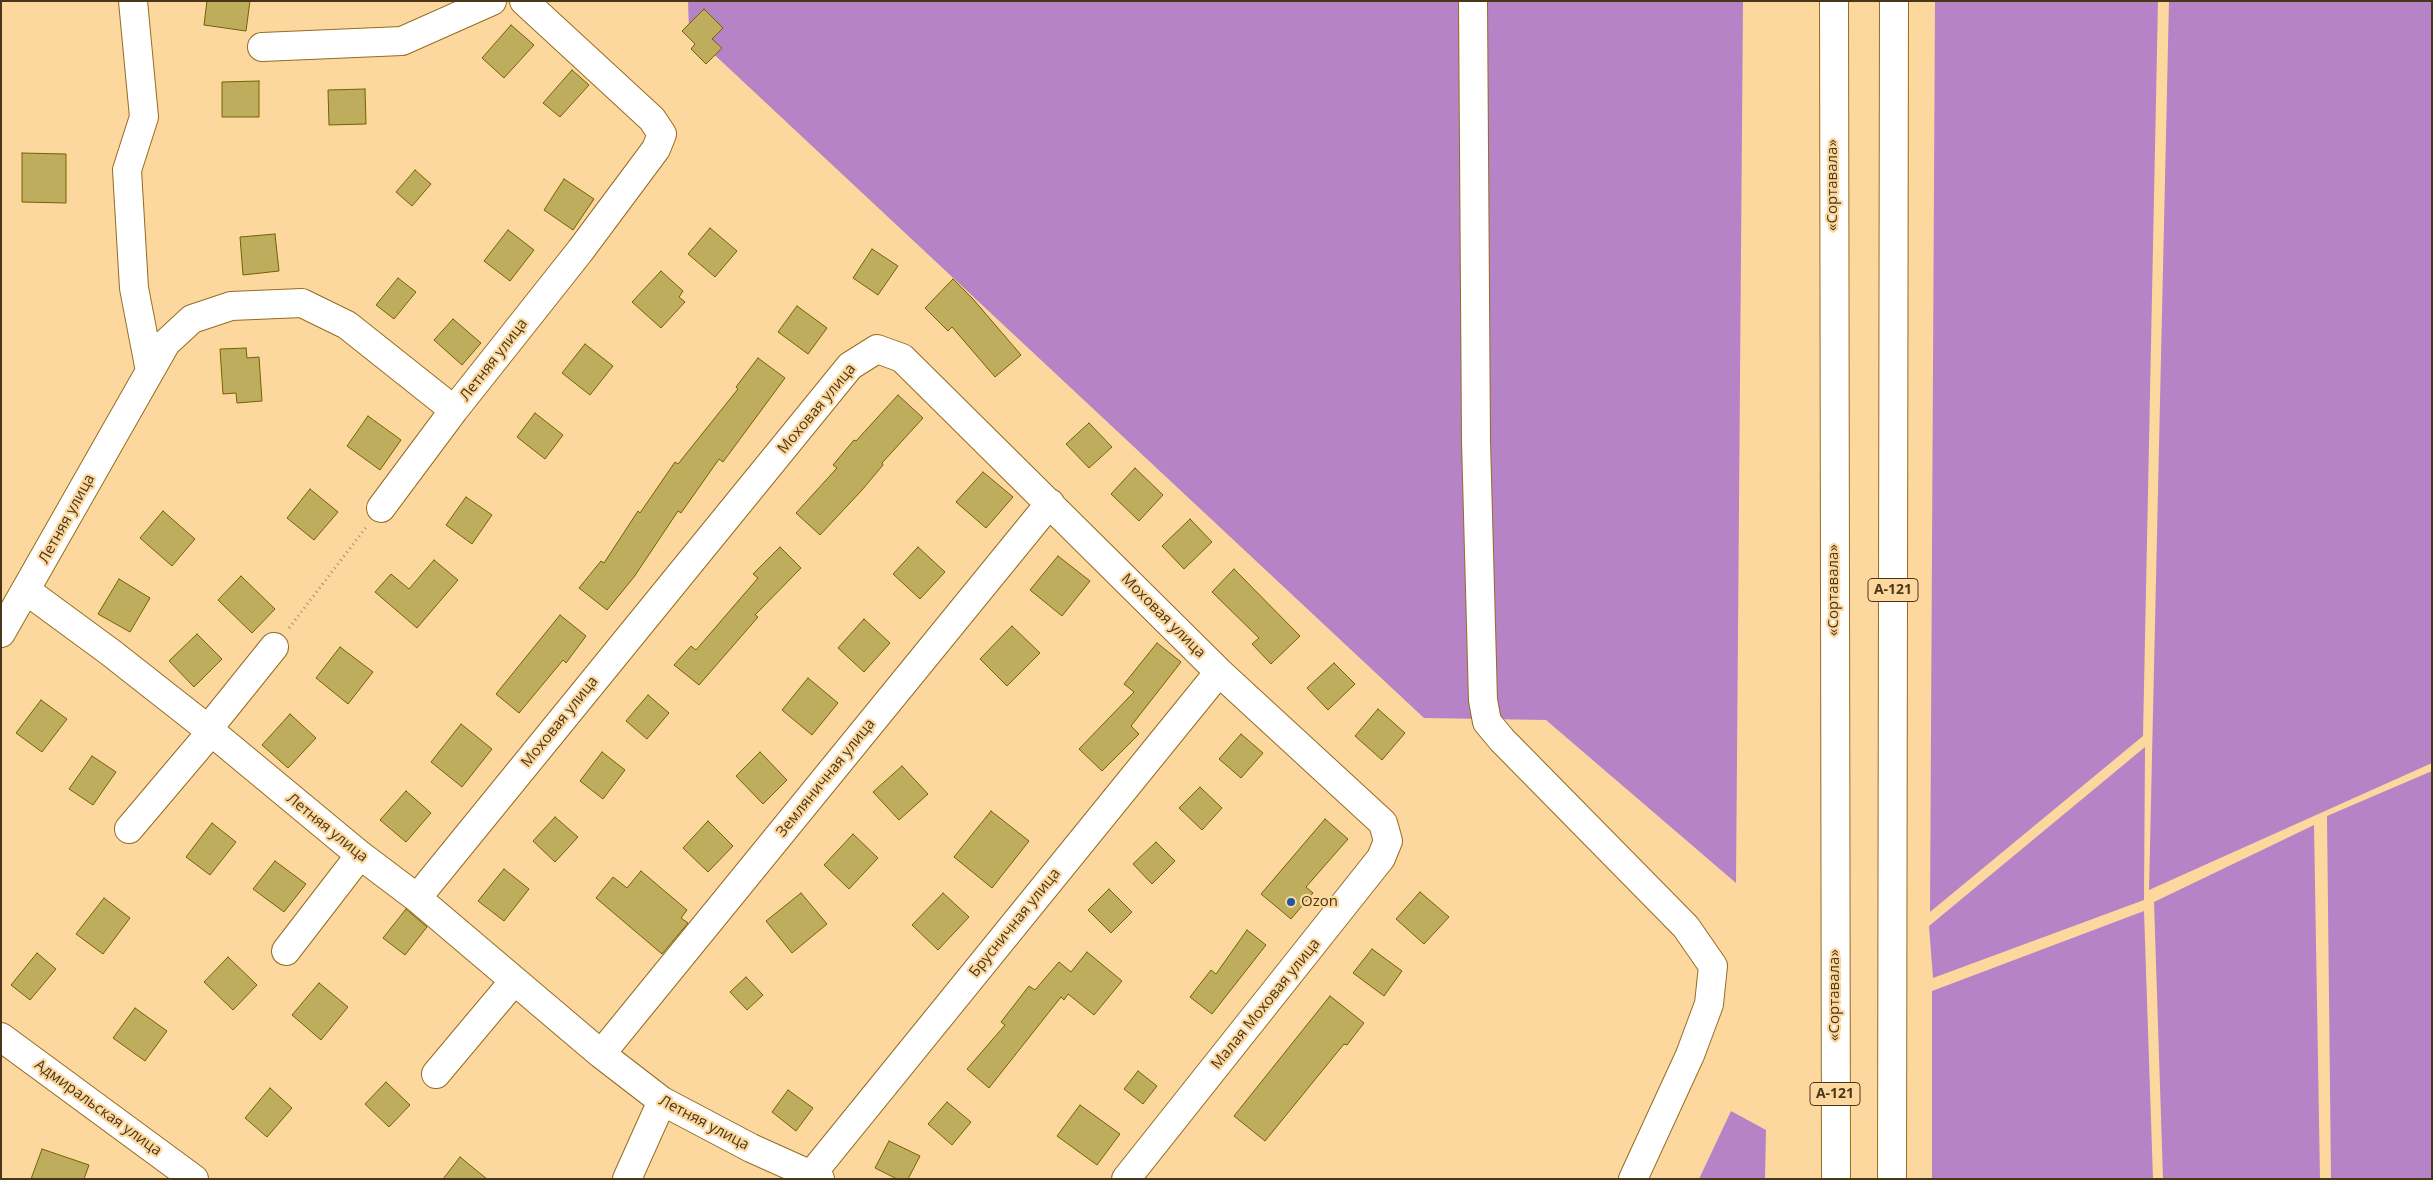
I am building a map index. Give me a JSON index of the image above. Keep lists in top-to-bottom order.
{
  "streets": {
    "main road": [
      "«Сортавала»",
      "Летняя улица",
      "Моховая улица",
      "А-121",
      "Земляничная улица",
      "Брусничная улица",
      "Малая Моховая улица",
      "Адмиральская улица"
    ]
  },
  "crossings": [
    ["Летняя улица", "Моховая улица"],
    ["Летняя улица", "Земляничная улица"],
    ["Летняя улица", "Брусничная улица"],
    ["Моховая улица", "Земляничная улица"],
    ["Моховая улица", "Брусничная улица"],
    ["Моховая улица", "Малая Моховая улица"]
  ],
  "places": ["Ozon"]
}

***

WORK INSTRUCTION> Transcribe each entry above without alteration, but keep the pictures out.

SOLUTION BELOW>
I am building a map index. Give me a JSON index of the image above. Keep lists in top-to-bottom order.
{
  "streets": {
    "main road": [
      "«Сортавала»",
      "Летняя улица",
      "Моховая улица",
      "А-121",
      "Земляничная улица",
      "Брусничная улица",
      "Малая Моховая улица",
      "Адмиральская улица"
    ]
  },
  "crossings": [
    ["Летняя улица", "Моховая улица"],
    ["Летняя улица", "Земляничная улица"],
    ["Летняя улица", "Брусничная улица"],
    ["Моховая улица", "Земляничная улица"],
    ["Моховая улица", "Брусничная улица"],
    ["Моховая улица", "Малая Моховая улица"]
  ],
  "places": ["Ozon"]
}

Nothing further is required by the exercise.